Les Mains d'Orlac
- First edition: Nilsson, Paris 1920
- Author: Maurice Renard
- Language: French
- Genre: Science fiction
- Set in: France
- Published: 1920 (Serialized Publication)
- Publisher: L'Intransigeant
- Publication date: May 15—July 12, 1920 (L'Intransigeant)
- Publication place: France
- Published in English: 1929
- Pages: 248

= Les Mains d'Orlac =

1920 French novel by Maurice Renard

Les Mains d'Orlac (The Hands of Orlac) is a French science fiction novel written by Maurice Renard. The plot involves a celebrated pianist who loses his hands in a train crash and has them surgically replaced with those of an executed murderer. Soon, the transplanted hands assume the personality of its psychopathic donor.

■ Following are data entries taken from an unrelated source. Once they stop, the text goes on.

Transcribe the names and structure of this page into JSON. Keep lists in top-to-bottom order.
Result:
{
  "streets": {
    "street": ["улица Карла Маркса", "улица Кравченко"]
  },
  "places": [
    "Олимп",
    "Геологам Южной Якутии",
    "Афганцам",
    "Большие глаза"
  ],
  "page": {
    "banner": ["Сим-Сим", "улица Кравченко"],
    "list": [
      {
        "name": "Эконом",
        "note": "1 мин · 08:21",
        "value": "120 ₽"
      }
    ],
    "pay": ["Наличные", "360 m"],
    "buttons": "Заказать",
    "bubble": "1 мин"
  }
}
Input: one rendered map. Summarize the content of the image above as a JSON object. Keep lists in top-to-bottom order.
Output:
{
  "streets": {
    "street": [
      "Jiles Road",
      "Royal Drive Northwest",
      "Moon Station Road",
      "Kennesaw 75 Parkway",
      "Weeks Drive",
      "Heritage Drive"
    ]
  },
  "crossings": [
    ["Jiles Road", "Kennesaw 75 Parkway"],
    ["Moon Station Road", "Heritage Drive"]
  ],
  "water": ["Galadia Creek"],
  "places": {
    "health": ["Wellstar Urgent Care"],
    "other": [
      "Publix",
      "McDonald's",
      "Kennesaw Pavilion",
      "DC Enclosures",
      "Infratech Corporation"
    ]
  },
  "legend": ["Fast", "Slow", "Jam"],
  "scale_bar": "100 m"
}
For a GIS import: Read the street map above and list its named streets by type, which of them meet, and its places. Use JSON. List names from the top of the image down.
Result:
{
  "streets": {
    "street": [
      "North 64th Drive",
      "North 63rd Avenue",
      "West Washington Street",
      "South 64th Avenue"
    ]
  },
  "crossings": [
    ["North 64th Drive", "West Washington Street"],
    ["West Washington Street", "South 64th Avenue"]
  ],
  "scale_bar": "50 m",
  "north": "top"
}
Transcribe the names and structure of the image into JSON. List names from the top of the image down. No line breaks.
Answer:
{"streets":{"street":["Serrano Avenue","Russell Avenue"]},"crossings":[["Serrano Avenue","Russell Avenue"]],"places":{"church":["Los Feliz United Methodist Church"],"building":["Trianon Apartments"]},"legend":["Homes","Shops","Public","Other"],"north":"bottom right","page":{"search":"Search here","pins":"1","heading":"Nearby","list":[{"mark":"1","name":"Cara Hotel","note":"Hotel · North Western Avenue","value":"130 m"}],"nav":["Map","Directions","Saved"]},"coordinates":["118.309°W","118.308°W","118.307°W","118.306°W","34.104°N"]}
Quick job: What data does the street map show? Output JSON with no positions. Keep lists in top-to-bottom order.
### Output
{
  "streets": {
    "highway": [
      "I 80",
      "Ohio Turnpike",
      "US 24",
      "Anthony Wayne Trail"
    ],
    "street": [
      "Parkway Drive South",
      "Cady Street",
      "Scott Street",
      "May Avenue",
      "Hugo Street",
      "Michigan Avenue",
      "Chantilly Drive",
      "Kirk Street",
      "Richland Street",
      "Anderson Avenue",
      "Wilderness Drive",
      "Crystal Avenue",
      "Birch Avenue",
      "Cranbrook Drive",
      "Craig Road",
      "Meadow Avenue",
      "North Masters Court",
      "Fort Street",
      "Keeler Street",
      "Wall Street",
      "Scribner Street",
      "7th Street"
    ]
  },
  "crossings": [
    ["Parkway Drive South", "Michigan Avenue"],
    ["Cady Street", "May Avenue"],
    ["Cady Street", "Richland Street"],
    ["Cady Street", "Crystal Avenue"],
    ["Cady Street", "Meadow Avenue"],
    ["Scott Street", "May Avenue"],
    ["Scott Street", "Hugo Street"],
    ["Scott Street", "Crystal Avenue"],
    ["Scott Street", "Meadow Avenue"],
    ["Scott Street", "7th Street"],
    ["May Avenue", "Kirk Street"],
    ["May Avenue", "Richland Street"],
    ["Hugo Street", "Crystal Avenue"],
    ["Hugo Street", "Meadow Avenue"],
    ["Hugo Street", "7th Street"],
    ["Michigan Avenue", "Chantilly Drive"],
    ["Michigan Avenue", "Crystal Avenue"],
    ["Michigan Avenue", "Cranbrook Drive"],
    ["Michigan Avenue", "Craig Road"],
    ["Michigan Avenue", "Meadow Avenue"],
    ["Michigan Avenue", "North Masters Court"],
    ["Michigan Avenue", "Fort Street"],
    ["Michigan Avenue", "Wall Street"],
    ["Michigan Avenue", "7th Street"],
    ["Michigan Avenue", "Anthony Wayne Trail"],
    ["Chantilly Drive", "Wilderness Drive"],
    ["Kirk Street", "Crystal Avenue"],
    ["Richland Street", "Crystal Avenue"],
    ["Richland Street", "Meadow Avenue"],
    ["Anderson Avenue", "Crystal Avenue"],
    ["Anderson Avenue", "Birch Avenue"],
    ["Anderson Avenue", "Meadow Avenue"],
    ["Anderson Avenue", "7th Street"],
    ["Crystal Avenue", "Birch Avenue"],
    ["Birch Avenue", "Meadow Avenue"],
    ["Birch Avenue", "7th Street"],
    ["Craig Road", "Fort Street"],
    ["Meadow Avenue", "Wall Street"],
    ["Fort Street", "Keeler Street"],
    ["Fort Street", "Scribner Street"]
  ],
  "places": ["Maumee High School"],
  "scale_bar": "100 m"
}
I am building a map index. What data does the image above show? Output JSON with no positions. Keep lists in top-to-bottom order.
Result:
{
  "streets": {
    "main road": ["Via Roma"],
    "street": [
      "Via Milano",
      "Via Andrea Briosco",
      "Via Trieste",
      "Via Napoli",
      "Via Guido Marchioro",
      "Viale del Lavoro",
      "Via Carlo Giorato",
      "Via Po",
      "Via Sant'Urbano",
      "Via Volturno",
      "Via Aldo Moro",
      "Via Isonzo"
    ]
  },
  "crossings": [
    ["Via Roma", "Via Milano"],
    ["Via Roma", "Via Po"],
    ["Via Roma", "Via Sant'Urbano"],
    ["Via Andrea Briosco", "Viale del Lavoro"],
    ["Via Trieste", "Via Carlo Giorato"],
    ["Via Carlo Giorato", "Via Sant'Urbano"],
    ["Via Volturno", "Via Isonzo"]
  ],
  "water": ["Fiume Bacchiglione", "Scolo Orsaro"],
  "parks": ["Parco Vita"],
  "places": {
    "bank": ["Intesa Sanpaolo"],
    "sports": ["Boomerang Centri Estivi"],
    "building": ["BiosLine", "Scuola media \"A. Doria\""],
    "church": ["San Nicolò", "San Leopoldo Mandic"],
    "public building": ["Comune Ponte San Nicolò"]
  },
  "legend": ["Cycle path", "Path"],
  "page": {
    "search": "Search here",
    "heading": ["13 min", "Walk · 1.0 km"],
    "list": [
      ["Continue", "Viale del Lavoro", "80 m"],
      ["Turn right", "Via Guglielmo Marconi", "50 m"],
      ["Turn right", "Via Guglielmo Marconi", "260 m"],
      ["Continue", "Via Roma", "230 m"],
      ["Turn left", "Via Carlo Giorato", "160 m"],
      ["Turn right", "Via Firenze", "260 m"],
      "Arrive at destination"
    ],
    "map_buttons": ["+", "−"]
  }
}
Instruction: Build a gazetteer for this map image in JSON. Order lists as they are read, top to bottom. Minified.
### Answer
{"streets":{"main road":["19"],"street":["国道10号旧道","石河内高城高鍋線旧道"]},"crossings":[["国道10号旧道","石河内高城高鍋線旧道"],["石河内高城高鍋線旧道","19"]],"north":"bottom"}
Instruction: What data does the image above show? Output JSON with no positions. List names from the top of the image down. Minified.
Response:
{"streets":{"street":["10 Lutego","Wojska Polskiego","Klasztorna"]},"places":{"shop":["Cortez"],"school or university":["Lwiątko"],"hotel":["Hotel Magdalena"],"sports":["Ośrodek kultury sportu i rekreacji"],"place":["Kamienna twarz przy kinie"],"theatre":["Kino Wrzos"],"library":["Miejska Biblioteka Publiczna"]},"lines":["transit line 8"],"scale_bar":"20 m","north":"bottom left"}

Renard's novel was one of his many science fiction stories he wrote in the early 20th century and was initially published in 58 episodes in L'Intransigeant from May 15, to July 12, 1920. It is among Renard's most popular and most translated novels, and has frequently been translated into films, with the two most popular adaptations being The Hands of Orlac (1924) and Mad Love (1935).

== Plot ==
The pianist Stephen Orlac suffers a railway accident that gives him serious head injuries and deprives him of his hands. The famous and controversial transplant doctor Cerral gives him new hands, transplanted from an executed murderer. Afterward, Orlac finds the appendages assuming the personality of the donor.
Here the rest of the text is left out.